The first time we encounter a word, we initialize its count to zero.
We know we encounter it for the first time because there is no dictionary key for them yet.
Python dictionary is one of the built-in data types. There is no explicitly defined method to add a new key to the dictionary.
If you want to add a new key to the dictionary, then you can use assignment operator with dictionary key.
Example cases where you could use a Python dictionary: Not everything can be a dictionary key, for example lists cannot.

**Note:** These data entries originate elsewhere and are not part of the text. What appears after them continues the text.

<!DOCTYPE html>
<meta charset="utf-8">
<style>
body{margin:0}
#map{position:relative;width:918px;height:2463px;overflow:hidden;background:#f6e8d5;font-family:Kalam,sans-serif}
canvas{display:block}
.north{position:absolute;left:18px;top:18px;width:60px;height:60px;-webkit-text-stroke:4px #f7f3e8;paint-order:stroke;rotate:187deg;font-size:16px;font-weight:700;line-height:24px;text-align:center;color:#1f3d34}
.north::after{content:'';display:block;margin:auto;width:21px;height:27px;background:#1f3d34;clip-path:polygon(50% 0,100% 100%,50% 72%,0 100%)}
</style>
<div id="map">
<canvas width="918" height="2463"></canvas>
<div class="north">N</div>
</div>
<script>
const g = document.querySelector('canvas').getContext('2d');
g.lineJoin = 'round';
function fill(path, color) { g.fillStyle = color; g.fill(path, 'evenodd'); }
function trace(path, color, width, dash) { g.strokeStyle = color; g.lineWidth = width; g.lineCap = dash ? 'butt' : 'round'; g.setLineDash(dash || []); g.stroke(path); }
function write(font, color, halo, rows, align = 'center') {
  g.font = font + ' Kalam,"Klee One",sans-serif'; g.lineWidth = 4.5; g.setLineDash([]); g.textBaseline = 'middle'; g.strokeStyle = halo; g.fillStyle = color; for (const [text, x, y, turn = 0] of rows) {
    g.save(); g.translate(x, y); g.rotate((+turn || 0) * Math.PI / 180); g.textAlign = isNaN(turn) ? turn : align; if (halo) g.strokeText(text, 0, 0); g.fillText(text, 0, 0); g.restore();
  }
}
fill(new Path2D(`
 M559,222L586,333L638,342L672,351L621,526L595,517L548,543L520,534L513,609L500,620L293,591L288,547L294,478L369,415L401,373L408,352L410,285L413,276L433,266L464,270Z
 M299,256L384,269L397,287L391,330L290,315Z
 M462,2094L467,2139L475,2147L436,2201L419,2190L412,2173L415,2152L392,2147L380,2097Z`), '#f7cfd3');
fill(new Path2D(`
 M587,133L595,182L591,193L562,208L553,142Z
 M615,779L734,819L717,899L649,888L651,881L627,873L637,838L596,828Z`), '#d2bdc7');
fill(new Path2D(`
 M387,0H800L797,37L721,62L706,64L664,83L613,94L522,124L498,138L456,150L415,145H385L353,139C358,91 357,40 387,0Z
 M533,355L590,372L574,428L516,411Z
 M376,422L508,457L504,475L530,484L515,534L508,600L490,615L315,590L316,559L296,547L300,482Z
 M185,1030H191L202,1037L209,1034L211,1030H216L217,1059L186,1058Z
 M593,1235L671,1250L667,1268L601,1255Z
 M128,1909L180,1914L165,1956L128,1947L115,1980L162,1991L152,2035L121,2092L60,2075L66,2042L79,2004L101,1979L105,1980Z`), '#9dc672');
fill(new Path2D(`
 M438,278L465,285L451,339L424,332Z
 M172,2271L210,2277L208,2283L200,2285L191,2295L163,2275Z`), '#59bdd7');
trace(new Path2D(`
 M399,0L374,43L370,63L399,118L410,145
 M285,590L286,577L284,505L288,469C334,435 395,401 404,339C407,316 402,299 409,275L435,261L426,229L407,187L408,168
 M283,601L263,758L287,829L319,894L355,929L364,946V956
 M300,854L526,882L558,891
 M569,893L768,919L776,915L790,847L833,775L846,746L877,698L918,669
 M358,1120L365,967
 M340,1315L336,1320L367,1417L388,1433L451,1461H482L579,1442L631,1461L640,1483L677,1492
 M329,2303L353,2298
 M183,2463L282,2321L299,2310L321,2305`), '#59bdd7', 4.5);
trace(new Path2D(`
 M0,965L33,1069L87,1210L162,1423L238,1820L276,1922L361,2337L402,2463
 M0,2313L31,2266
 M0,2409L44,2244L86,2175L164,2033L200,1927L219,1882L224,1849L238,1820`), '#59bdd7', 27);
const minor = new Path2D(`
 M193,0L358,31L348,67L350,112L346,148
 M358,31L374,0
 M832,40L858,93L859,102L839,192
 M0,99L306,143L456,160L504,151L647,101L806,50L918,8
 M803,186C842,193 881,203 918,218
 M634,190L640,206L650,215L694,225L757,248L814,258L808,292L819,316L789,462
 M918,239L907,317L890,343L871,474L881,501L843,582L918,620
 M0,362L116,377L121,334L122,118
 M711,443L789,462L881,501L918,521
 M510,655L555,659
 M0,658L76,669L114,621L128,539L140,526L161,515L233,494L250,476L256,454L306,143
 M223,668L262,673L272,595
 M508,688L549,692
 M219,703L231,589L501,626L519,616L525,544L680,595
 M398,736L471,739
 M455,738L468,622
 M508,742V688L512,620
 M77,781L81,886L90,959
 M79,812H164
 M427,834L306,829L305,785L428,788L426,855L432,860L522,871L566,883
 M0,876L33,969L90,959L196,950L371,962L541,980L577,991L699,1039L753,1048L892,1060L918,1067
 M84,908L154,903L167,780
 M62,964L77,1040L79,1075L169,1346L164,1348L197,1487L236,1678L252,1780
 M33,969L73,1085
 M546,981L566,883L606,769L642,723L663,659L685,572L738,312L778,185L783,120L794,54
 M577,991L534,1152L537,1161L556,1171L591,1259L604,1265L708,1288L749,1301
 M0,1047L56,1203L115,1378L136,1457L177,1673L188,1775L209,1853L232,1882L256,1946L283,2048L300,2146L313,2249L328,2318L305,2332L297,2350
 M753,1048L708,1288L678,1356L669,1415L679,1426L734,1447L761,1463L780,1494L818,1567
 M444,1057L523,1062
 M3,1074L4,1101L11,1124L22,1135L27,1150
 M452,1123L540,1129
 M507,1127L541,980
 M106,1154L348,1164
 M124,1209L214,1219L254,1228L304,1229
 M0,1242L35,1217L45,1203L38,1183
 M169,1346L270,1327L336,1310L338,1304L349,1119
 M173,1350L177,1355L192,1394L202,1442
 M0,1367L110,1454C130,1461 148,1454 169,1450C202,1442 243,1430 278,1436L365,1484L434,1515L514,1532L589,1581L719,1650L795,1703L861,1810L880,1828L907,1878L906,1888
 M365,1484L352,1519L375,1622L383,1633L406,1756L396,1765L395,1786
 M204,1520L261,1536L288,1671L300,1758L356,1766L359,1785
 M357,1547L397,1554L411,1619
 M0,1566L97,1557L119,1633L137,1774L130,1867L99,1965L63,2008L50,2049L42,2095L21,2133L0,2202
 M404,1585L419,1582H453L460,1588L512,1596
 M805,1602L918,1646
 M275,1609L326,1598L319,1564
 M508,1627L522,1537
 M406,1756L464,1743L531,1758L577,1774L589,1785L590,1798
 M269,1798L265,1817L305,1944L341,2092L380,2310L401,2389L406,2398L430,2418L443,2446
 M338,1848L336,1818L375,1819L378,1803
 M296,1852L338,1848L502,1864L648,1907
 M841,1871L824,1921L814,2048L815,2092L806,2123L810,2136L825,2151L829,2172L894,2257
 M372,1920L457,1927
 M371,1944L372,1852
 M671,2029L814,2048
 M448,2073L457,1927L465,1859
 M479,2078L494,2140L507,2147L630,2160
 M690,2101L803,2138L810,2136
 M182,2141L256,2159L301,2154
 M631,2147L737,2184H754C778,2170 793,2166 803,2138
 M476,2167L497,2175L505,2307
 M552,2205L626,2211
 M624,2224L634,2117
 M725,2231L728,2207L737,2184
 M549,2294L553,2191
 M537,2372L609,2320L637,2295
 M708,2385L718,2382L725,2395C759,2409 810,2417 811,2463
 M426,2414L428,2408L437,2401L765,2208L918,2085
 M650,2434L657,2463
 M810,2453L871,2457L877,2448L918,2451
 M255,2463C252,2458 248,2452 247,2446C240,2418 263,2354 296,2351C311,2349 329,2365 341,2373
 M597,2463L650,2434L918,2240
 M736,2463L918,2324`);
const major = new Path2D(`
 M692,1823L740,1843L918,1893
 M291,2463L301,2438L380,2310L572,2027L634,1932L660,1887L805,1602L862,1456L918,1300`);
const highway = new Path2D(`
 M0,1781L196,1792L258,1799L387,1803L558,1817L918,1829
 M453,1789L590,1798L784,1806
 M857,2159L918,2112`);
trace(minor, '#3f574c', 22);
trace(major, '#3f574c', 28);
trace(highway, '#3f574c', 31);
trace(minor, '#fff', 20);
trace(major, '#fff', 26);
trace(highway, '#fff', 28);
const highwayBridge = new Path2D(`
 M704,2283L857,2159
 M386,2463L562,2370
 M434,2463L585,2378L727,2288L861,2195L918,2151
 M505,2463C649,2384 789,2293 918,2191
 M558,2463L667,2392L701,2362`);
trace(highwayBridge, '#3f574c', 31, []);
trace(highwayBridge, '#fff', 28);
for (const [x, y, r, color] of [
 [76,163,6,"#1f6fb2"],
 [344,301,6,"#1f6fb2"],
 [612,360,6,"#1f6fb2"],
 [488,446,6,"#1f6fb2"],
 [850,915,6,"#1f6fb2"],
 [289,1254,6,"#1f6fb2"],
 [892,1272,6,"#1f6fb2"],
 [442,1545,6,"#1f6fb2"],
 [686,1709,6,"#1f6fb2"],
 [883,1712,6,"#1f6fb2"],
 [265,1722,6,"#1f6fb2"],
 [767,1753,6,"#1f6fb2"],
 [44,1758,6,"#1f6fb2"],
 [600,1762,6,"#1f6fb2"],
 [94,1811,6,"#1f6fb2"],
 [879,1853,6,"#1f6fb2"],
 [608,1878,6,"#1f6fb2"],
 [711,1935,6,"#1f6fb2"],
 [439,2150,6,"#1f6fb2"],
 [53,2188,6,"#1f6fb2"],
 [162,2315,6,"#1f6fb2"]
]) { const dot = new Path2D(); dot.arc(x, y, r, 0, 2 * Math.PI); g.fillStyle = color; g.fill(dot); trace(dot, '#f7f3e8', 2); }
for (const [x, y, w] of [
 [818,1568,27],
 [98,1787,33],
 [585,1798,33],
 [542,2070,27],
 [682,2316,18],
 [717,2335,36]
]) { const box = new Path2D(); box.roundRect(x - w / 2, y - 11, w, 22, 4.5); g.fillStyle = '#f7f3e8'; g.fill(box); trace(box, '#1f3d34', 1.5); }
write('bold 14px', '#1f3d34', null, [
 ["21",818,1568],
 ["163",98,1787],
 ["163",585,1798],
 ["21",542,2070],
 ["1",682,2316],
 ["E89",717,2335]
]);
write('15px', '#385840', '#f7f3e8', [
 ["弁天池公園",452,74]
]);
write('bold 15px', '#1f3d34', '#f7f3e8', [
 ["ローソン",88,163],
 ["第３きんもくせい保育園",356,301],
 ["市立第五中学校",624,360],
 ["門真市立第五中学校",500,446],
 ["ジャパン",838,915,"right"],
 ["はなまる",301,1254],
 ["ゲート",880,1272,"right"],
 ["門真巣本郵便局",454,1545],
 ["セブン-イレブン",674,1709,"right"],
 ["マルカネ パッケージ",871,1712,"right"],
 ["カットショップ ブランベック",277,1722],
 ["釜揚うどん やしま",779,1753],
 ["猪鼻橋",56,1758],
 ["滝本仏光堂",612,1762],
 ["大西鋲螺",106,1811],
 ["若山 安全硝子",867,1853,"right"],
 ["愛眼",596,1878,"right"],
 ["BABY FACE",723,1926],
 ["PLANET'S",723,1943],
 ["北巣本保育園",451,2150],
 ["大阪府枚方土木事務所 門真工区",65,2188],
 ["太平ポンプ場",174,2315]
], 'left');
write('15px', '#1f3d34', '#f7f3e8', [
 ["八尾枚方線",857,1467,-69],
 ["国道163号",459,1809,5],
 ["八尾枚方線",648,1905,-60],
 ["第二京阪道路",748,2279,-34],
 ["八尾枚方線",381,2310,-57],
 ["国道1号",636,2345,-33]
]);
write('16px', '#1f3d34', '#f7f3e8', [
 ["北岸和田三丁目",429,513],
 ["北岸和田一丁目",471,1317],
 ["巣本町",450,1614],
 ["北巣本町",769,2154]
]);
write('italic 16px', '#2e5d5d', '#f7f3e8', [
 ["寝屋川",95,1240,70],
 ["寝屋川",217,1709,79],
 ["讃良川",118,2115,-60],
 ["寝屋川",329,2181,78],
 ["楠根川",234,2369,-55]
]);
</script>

(If you're interested in the details: It's because lists are "mutable", that is, you can change individual items on a list, and that would mess up the way dictionaries are represented internally in Python.)What can be a dictionary value? Here is again our first example, where the dictionary values were strings: Can you use it to do a bad translation of the following German sentence?The Nietzschean diet, which commands its adherents to eat superhuman amounts of whatever they most fear, is developing a strong following in America.”””.Note that this is a variant of the "accumulation" code pattern that you have seen before. Then we iterate over the words in the paragraph, adding numbers to the dictionary as we go along.mysent = "vom eise befreit sind strom und baeche"Here's a solution: (Note that this is not how you want your machine translation to work!The translations that you get this way are terrible.)paragraph = ”””While dieters are accustomed to exercises of will, a new English translation of Germany's most popular diet book takes the concept to a new philosophical level. It uses the words as keys, and their counts as the values.(Of course, that only works if you know exactly how long the list or tuple is.)Usually when doing assignments, assigning the right-hand side of the "=" to the left-hand side, there was only a single variable on the left-hand side.But if we know that the right-hand side of the "=" has exactly two components, we can put two variables on the left-hand side.To understand the difference between mutable (changable) and immutable (unchangable), it’s helpful to look at how Python actually treats these variables.Let’s start by considering a simple variable assignment: toward a different list, we’re directly updating the existing list: Even if we create multiple list variables, as long as they point to the same list, they’ll all be updated when that list is changed, as we can see in the code below: Here’s an animated visualization of what’s actually happening in the code above: This explains why our global variables were changed when we were experimenting with lists and dictionaries earlier.We’ll also use the variable names as the function’s parameter names.Then, we’ll see whether all of the variable usage inside our function has affected the global value of these varaibles.